Amdocs Guides, Stock Dives

After an impressive 2006 that saw major rises in revenues and share price, as well as some useful looking acquisitions, telecom software and services giant Amdocs Ltd. (NYSE: DOX) came down to earth with a thump today as its share price sank more than 10 percent following a revenue guidance revision.

While the company said revenues for its first fiscal quarter (to December 31, 2006) are set to meet the guidance level of about $690 million, revenues for the whole fiscal year are now expected to be in the range of $2.83 billion to $2.91 billion, down from the $2.89 billion to $2.97 billion range stated in early November 2006. (See Amdocs Lowers Guidance.)

News of the revision knocked $4.13 (10.5%) off the vendor's stock, sending it down to $35.20.

The alteration comes after an upbeat 2006, during which Amdocs reported revenue growth quarter after quarter, and saw its share price rise from $27.24 at the start of January and end at $38.75 at the end of December. (See Amdocs Reports Q4, Amdocs Reports Q3, and Amdocs Reports Q2.)

Amdocs has also been active in the ongoing consolidation of the telecom software and service delivery sectors in the past year or so, splashing more than $700 million to buy content download system specialist Qpass ($275 million), inventory management OSS player Cramer Systems ($375 million), and integrated billing and customer care vendor SigValue Technologies ($54 million). (See Amdocs Continues Spending Spree, Amdocs Snaps Up Cramer, and Amdocs Buys Into Content Delivery.)

Despite the lower guidance, Amdocs is still on course to increase its annual sales. For the full fiscal year to September 30, 2006, Amdocs reported net income of $319 million from revenues of $2.48 billion, up 22 percent year on year. Those revenues and its broad product set, based on its traditional billing systems strength, put it in the elite group of top-tier telecom software vendors. (See M&A Reshapes OSS Sector and Who Makes What: OSS .)

But while the new $2.83 billion to $2.91 billion range represents a year-on-year hike, analysts had been forecasting fiscal 2007 revenues of $2.93 billion.

In the vendor's statement, CEO Dov Baharav is quoted as saying there is still demand for the company's goods and services from major carriers, "but not at the same pace that we had expected."

While the climb-down isn't explained, the statement notes specifically that the integration of Cramer -- now a vital part of Amdocs' OSS armory, with multiple Tier 1 deployments around the world in next-generation network buildouts -- "is proceeding according to plan," and that Cramer is "consistently contributing new wins." (See Telstra Outlines Massive OSS Project, Telekom Austria Deploys Cramer OSS, Telefónica Picks IBM, Cramer, and BT Awards Monster OSS Deal.)
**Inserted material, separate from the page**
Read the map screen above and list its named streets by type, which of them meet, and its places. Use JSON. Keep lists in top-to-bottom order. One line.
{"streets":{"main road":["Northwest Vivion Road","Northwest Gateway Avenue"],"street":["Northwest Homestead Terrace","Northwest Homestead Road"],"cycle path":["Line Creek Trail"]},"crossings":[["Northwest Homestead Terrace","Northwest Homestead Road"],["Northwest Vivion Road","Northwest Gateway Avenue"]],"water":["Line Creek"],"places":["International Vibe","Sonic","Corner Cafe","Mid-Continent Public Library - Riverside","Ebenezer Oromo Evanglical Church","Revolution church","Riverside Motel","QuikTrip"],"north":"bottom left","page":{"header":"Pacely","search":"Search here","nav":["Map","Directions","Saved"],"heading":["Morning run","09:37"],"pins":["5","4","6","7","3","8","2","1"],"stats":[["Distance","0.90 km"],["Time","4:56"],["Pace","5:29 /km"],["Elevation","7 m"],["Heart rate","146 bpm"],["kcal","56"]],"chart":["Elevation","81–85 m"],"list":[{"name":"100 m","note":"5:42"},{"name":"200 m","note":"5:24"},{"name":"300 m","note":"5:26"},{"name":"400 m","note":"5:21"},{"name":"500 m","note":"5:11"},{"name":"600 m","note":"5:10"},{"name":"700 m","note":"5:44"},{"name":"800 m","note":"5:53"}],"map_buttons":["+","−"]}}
Amdocs representatives did not answer their phones or respond to emails about any specific reasons for the revised guidance, including whether the lower revenue expectation is linked to any of the newly acquired assets.

They also weren't able to confirm or deny reports from Israel's Yedioth Ahronoth newspaper that Amdocs is cutting about 4 percent of its staff, more than 600 employees, because of increasing costs at some major contracts.

Amdocs will report its first-quarter financials after the markets close on January 17.